» TASK BRIEF
When the word "Raiffeisen" appears in a line of the data below, list that line.

• • • • •

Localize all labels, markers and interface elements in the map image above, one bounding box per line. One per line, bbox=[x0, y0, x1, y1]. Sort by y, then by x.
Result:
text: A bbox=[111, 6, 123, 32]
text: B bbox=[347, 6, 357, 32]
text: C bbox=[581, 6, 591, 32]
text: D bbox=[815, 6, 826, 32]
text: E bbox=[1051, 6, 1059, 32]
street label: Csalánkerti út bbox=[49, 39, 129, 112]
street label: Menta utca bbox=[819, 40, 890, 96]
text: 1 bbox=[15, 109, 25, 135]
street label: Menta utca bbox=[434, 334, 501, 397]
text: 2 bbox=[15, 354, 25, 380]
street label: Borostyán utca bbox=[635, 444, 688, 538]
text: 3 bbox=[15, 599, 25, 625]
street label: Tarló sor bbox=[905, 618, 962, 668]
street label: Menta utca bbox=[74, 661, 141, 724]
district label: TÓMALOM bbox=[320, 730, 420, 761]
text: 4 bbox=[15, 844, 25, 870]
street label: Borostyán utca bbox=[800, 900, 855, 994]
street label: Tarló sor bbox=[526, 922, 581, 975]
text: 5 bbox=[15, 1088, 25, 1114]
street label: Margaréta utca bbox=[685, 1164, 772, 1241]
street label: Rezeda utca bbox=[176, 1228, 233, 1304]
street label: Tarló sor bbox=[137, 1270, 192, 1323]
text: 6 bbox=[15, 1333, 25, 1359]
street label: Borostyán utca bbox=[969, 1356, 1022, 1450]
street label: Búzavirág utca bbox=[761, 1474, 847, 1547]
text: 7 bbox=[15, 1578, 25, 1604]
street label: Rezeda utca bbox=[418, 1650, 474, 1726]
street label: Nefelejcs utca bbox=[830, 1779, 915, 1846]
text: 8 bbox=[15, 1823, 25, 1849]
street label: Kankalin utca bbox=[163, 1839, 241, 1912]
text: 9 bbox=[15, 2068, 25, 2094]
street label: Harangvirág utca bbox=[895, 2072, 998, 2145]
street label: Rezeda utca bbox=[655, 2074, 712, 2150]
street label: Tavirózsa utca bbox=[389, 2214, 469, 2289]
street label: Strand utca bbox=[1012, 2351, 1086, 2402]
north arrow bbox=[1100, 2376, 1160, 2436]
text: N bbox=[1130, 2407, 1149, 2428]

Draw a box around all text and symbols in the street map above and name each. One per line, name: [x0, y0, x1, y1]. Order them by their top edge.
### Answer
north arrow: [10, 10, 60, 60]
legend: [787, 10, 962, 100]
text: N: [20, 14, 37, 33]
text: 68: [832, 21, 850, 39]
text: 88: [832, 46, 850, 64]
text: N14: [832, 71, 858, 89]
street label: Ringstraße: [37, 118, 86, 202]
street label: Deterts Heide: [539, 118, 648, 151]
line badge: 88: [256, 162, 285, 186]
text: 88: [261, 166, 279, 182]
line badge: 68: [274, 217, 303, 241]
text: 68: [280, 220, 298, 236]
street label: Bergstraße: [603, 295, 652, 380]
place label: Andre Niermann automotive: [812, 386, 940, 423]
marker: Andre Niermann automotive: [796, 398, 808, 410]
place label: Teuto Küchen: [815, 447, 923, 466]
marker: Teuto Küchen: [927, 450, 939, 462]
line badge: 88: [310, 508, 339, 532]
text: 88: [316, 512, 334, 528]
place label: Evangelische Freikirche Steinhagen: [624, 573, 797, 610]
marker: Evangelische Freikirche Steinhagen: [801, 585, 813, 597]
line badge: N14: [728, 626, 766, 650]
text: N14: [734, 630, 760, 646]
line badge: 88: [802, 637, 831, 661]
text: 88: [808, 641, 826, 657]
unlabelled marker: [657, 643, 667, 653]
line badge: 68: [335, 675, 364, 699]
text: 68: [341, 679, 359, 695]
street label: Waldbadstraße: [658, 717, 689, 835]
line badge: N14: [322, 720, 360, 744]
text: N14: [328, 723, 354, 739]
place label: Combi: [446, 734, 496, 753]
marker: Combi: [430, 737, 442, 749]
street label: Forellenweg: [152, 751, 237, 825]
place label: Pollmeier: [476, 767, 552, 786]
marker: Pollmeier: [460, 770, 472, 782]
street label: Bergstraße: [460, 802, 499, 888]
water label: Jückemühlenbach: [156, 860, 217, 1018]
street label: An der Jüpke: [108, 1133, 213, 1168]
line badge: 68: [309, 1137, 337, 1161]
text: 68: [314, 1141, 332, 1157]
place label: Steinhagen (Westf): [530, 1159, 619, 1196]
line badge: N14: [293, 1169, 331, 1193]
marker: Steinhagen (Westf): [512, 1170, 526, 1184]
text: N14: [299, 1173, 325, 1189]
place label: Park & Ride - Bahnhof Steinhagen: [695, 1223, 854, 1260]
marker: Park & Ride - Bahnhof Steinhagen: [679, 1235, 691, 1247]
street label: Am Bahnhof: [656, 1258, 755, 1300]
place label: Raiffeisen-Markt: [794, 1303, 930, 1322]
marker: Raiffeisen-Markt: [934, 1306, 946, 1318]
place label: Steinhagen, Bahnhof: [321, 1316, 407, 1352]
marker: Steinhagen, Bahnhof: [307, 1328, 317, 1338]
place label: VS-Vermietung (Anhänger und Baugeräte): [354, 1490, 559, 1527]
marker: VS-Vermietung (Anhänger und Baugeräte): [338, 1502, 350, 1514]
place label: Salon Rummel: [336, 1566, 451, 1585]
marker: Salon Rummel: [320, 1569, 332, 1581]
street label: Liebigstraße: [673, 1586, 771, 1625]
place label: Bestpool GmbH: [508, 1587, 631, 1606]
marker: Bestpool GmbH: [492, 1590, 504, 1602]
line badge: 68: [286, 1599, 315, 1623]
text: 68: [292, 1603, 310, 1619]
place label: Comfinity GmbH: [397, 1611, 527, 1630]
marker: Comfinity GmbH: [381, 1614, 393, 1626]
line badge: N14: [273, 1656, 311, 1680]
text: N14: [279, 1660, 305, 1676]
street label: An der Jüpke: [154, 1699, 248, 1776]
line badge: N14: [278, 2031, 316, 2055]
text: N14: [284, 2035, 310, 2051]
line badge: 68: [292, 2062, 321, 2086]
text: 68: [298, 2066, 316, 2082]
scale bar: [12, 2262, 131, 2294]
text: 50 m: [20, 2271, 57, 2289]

• • • • •

» FINISHED TASK
place label: Raiffeisen-Markt: [794, 1303, 930, 1322]
marker: Raiffeisen-Markt: [934, 1306, 946, 1318]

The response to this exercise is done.